BEGIN RECORDS SHOWN
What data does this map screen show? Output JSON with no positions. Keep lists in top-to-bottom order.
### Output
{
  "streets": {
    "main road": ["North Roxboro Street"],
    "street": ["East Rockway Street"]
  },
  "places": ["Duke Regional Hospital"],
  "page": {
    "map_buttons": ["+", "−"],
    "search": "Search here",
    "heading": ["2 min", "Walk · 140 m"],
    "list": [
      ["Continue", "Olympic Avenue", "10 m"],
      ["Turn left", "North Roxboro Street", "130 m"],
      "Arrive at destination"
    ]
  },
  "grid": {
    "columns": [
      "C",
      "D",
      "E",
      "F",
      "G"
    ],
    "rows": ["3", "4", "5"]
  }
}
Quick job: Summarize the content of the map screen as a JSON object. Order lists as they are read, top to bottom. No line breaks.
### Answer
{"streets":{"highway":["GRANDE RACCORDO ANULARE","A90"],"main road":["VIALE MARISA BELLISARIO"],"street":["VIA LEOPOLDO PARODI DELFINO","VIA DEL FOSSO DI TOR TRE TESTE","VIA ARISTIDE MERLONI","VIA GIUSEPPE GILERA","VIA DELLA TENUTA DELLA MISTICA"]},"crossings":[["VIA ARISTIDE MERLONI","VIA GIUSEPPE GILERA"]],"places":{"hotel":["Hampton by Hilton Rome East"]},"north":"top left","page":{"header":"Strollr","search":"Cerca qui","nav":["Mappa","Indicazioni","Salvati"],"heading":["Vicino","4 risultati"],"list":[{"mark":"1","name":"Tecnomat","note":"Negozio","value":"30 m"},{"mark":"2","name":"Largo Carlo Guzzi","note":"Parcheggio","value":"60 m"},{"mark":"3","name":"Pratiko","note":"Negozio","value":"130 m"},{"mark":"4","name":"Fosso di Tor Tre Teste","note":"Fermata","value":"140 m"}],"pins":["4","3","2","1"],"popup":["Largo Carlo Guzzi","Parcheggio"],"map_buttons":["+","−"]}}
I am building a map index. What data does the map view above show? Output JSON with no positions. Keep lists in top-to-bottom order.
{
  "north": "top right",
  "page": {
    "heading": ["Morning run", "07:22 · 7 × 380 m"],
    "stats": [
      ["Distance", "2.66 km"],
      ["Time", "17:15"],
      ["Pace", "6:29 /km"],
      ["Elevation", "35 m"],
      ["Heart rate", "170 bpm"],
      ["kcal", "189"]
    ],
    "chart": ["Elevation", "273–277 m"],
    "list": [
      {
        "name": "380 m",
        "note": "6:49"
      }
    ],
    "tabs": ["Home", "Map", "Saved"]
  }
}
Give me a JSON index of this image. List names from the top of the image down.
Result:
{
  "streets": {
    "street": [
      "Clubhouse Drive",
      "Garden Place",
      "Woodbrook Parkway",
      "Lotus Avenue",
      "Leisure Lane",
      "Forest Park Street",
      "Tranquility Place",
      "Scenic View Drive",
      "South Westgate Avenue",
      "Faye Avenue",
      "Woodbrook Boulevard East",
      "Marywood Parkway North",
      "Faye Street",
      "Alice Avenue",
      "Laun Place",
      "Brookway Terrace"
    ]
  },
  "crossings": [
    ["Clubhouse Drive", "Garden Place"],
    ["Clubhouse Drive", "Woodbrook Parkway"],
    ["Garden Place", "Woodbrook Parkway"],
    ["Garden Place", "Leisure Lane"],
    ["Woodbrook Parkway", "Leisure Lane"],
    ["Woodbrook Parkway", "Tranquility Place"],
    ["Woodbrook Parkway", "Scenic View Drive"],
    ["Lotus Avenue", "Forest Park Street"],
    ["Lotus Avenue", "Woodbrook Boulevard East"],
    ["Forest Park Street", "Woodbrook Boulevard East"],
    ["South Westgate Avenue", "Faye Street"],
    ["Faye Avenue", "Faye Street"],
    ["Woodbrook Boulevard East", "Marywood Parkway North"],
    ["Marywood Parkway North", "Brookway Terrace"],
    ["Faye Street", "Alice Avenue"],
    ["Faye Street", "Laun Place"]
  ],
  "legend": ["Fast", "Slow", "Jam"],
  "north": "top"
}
END RECORDS SHOWN
**AIM OF THE EXERCISE**
Give every line of the listing again. Keep each one exact.

**ANSWER BOX**
What data does this map screen show? Output JSON with no positions. Keep lists in top-to-bottom order.
### Output
{
  "streets": {
    "main road": ["North Roxboro Street"],
    "street": ["East Rockway Street"]
  },
  "places": ["Duke Regional Hospital"],
  "page": {
    "map_buttons": ["+", "−"],
    "search": "Search here",
    "heading": ["2 min", "Walk · 140 m"],
    "list": [
      ["Continue", "Olympic Avenue", "10 m"],
      ["Turn left", "North Roxboro Street", "130 m"],
      "Arrive at destination"
    ]
  },
  "grid": {
    "columns": [
      "C",
      "D",
      "E",
      "F",
      "G"
    ],
    "rows": ["3", "4", "5"]
  }
}
Quick job: Summarize the content of the map screen as a JSON object. Order lists as they are read, top to bottom. No line breaks.
### Answer
{"streets":{"highway":["GRANDE RACCORDO ANULARE","A90"],"main road":["VIALE MARISA BELLISARIO"],"street":["VIA LEOPOLDO PARODI DELFINO","VIA DEL FOSSO DI TOR TRE TESTE","VIA ARISTIDE MERLONI","VIA GIUSEPPE GILERA","VIA DELLA TENUTA DELLA MISTICA"]},"crossings":[["VIA ARISTIDE MERLONI","VIA GIUSEPPE GILERA"]],"places":{"hotel":["Hampton by Hilton Rome East"]},"north":"top left","page":{"header":"Strollr","search":"Cerca qui","nav":["Mappa","Indicazioni","Salvati"],"heading":["Vicino","4 risultati"],"list":[{"mark":"1","name":"Tecnomat","note":"Negozio","value":"30 m"},{"mark":"2","name":"Largo Carlo Guzzi","note":"Parcheggio","value":"60 m"},{"mark":"3","name":"Pratiko","note":"Negozio","value":"130 m"},{"mark":"4","name":"Fosso di Tor Tre Teste","note":"Fermata","value":"140 m"}],"pins":["4","3","2","1"],"popup":["Largo Carlo Guzzi","Parcheggio"],"map_buttons":["+","−"]}}
I am building a map index. What data does the map view above show? Output JSON with no positions. Keep lists in top-to-bottom order.
{
  "north": "top right",
  "page": {
    "heading": ["Morning run", "07:22 · 7 × 380 m"],
    "stats": [
      ["Distance", "2.66 km"],
      ["Time", "17:15"],
      ["Pace", "6:29 /km"],
      ["Elevation", "35 m"],
      ["Heart rate", "170 bpm"],
      ["kcal", "189"]
    ],
    "chart": ["Elevation", "273–277 m"],
    "list": [
      {
        "name": "380 m",
        "note": "6:49"
      }
    ],
    "tabs": ["Home", "Map", "Saved"]
  }
}
Give me a JSON index of this image. List names from the top of the image down.
Result:
{
  "streets": {
    "street": [
      "Clubhouse Drive",
      "Garden Place",
      "Woodbrook Parkway",
      "Lotus Avenue",
      "Leisure Lane",
      "Forest Park Street",
      "Tranquility Place",
      "Scenic View Drive",
      "South Westgate Avenue",
      "Faye Avenue",
      "Woodbrook Boulevard East",
      "Marywood Parkway North",
      "Faye Street",
      "Alice Avenue",
      "Laun Place",
      "Brookway Terrace"
    ]
  },
  "crossings": [
    ["Clubhouse Drive", "Garden Place"],
    ["Clubhouse Drive", "Woodbrook Parkway"],
    ["Garden Place", "Woodbrook Parkway"],
    ["Garden Place", "Leisure Lane"],
    ["Woodbrook Parkway", "Leisure Lane"],
    ["Woodbrook Parkway", "Tranquility Place"],
    ["Woodbrook Parkway", "Scenic View Drive"],
    ["Lotus Avenue", "Forest Park Street"],
    ["Lotus Avenue", "Woodbrook Boulevard East"],
    ["Forest Park Street", "Woodbrook Boulevard East"],
    ["South Westgate Avenue", "Faye Street"],
    ["Faye Avenue", "Faye Street"],
    ["Woodbrook Boulevard East", "Marywood Parkway North"],
    ["Marywood Parkway North", "Brookway Terrace"],
    ["Faye Street", "Alice Avenue"],
    ["Faye Street", "Laun Place"]
  ],
  "legend": ["Fast", "Slow", "Jam"],
  "north": "top"
}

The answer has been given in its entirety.